Supplied records >>

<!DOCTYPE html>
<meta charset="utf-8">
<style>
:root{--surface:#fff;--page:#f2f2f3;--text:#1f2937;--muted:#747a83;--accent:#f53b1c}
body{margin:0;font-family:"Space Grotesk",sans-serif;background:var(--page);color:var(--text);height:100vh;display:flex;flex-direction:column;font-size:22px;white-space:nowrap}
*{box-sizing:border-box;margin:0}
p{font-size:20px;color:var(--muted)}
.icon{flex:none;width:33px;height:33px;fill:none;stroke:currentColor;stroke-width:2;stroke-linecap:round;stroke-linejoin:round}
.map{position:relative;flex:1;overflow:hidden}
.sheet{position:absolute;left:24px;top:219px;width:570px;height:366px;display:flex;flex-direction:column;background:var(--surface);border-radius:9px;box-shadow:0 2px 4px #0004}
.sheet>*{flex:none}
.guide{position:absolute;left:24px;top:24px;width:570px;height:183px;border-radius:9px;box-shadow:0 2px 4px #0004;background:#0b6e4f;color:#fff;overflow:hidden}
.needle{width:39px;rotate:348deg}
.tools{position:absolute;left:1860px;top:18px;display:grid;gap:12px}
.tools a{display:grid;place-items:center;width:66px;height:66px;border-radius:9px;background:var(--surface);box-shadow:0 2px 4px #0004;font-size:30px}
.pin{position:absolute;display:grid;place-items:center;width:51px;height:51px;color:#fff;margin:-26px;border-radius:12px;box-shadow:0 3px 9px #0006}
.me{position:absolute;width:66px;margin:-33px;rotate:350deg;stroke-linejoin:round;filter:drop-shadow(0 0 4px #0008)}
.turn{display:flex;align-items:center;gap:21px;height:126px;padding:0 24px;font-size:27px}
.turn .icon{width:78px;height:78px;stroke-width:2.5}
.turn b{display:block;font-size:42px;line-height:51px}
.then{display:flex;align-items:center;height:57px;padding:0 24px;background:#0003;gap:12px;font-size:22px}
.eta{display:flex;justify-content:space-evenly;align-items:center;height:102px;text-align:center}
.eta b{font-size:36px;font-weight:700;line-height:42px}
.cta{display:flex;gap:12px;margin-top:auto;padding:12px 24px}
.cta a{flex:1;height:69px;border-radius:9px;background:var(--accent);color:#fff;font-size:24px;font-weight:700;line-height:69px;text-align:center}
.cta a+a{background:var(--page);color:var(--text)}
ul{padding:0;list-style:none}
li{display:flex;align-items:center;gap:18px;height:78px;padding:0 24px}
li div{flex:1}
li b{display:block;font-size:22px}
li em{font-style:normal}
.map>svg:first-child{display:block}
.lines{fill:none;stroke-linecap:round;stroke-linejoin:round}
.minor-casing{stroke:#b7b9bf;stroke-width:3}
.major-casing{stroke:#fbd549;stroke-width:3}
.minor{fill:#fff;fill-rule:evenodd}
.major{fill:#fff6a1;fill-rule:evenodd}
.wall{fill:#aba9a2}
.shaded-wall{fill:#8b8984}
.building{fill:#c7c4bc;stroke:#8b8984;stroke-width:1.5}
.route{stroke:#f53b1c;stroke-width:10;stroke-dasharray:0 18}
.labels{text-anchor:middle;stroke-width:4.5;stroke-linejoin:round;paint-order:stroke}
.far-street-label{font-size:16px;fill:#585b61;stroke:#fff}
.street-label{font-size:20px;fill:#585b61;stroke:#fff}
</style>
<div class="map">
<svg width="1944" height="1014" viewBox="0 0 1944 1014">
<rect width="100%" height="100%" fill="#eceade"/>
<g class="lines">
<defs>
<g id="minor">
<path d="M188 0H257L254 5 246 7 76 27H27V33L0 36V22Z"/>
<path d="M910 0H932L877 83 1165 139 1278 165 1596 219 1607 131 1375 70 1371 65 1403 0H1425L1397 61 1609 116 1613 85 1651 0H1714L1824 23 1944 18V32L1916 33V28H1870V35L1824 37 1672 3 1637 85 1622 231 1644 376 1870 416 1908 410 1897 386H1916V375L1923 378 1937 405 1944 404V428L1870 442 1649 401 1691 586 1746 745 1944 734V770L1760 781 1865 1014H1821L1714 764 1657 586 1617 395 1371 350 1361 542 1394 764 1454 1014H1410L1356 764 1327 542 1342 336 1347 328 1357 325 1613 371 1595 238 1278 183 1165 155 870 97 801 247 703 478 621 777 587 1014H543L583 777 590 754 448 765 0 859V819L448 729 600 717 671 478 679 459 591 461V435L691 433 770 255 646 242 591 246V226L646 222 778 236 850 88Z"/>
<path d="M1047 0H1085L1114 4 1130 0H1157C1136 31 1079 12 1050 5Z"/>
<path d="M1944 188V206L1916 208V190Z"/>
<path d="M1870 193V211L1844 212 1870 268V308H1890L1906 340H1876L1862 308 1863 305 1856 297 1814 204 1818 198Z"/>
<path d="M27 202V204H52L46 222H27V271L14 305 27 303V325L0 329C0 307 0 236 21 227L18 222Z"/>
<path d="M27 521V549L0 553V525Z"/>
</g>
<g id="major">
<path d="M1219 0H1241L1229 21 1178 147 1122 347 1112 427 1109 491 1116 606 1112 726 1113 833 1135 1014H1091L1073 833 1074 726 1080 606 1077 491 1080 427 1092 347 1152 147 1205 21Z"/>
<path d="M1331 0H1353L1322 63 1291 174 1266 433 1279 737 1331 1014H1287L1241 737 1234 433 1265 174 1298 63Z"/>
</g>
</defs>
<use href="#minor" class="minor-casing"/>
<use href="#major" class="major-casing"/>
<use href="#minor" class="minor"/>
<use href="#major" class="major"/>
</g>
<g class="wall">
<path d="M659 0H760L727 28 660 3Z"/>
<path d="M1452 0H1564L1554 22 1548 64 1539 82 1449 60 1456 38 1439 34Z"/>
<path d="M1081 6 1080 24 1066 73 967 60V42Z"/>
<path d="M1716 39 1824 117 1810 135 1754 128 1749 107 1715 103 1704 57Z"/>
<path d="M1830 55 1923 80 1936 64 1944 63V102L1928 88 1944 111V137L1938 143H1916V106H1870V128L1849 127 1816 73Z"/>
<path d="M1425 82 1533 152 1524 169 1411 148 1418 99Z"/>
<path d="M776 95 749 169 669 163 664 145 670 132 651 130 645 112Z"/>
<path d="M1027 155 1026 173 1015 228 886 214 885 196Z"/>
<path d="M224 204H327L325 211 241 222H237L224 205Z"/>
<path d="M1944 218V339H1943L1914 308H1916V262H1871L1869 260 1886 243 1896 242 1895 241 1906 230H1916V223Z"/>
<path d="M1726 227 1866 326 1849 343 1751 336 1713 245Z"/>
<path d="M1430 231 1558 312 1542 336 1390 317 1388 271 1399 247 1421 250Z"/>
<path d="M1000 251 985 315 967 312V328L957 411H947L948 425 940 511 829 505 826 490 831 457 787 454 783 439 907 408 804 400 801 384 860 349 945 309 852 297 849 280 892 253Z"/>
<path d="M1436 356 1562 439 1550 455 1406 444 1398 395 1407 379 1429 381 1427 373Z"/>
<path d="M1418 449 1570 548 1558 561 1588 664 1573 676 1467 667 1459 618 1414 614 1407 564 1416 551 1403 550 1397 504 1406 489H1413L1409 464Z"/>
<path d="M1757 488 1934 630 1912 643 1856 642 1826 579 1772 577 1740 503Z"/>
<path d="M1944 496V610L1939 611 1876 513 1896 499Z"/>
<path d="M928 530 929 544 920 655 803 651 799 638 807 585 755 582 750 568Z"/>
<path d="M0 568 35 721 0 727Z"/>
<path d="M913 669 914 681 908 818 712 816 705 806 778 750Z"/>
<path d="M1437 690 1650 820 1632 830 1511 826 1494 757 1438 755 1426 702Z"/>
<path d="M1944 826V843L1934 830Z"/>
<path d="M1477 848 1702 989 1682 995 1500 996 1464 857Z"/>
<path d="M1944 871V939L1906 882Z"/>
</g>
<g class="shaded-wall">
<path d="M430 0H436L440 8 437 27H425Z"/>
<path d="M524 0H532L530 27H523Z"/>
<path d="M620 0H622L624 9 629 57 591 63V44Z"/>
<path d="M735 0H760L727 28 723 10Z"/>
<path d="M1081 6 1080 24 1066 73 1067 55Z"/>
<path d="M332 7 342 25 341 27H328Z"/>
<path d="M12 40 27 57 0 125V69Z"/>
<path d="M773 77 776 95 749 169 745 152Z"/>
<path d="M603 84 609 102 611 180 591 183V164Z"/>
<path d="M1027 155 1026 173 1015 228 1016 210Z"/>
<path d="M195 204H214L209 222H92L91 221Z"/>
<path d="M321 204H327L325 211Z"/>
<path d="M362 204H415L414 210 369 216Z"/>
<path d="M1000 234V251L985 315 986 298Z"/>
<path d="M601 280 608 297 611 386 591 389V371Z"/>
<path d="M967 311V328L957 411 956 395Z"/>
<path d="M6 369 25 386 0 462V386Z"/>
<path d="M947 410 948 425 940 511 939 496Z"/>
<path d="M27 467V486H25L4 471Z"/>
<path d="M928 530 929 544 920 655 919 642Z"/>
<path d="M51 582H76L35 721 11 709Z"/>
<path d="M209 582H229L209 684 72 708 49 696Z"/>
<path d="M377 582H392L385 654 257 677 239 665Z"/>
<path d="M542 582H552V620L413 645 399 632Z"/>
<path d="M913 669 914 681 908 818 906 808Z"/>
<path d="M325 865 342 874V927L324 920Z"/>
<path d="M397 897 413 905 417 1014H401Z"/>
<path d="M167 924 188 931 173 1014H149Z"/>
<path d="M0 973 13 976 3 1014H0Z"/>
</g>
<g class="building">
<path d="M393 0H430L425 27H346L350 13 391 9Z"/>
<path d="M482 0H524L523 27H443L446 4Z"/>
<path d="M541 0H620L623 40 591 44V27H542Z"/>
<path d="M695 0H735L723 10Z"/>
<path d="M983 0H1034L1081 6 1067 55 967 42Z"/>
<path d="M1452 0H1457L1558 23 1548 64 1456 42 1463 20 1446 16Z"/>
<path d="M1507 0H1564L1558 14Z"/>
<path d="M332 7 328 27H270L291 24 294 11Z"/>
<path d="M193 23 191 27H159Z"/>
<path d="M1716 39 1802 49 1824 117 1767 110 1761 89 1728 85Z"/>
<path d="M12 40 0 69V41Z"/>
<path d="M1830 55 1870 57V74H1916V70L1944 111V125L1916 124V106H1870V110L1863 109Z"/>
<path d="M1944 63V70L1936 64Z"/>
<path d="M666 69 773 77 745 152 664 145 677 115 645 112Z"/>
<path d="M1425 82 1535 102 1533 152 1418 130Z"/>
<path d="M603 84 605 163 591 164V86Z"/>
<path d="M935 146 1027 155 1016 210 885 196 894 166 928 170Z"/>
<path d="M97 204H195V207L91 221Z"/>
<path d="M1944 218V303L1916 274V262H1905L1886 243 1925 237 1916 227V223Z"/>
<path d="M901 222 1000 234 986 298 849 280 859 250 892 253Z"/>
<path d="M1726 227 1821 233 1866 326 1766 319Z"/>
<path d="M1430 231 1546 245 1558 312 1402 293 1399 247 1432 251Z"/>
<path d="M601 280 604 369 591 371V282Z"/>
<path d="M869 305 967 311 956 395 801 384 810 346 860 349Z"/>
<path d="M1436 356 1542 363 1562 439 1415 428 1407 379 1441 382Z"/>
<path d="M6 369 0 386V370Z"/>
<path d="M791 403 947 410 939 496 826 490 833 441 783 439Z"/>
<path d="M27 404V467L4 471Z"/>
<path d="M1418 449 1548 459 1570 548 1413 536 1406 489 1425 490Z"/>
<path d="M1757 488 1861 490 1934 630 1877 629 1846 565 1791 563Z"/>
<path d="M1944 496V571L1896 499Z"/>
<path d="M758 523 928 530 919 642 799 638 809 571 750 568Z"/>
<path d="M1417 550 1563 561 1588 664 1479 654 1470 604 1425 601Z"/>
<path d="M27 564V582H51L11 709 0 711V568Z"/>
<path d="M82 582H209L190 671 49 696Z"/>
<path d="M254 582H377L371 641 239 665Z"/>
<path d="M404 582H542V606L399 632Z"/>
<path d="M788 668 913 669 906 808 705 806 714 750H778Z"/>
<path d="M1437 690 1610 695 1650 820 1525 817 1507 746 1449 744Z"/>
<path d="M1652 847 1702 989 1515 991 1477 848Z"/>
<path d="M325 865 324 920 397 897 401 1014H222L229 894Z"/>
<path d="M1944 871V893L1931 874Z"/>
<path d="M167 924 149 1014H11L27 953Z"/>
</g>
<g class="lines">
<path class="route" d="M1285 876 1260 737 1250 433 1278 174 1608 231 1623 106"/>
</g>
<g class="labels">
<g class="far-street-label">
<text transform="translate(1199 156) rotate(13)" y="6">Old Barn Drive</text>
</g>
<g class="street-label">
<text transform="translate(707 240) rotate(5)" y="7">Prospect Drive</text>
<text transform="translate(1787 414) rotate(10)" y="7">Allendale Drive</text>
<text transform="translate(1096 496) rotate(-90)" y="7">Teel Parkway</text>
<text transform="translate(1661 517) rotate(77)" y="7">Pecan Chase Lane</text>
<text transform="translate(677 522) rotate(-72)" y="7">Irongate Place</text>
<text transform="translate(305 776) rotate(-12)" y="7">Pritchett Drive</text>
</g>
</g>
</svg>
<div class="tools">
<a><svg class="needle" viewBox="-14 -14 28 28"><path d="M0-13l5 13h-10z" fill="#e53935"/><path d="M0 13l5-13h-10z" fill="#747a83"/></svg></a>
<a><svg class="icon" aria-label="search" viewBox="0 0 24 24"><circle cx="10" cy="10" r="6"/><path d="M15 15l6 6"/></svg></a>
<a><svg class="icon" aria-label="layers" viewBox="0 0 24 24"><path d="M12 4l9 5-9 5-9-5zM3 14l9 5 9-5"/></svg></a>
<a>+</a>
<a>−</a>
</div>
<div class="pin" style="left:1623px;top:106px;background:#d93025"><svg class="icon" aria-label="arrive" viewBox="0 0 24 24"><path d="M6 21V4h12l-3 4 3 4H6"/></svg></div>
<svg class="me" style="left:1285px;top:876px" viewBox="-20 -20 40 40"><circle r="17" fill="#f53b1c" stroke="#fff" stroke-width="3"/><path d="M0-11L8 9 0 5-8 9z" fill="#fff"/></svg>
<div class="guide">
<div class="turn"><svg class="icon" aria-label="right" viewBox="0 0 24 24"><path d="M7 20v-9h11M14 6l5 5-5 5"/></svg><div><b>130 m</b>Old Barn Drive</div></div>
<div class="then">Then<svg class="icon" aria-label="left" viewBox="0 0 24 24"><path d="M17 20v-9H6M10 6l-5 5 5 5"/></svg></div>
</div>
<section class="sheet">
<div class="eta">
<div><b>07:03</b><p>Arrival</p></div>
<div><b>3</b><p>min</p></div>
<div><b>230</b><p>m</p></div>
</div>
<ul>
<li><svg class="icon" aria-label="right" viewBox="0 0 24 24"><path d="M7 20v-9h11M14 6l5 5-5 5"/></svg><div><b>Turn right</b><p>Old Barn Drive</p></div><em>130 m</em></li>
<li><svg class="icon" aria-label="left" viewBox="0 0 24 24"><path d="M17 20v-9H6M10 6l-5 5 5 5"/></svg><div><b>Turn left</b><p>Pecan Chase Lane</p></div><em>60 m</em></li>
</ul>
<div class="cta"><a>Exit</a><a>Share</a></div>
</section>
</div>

What you will do >> Every line holding the word "block" should be copied out of the material.

Answer to the problem >>
.turn b{display:block;font-size:42px;line-height:51px}
li b{display:block;font-size:22px}
.map>svg:first-child{display:block}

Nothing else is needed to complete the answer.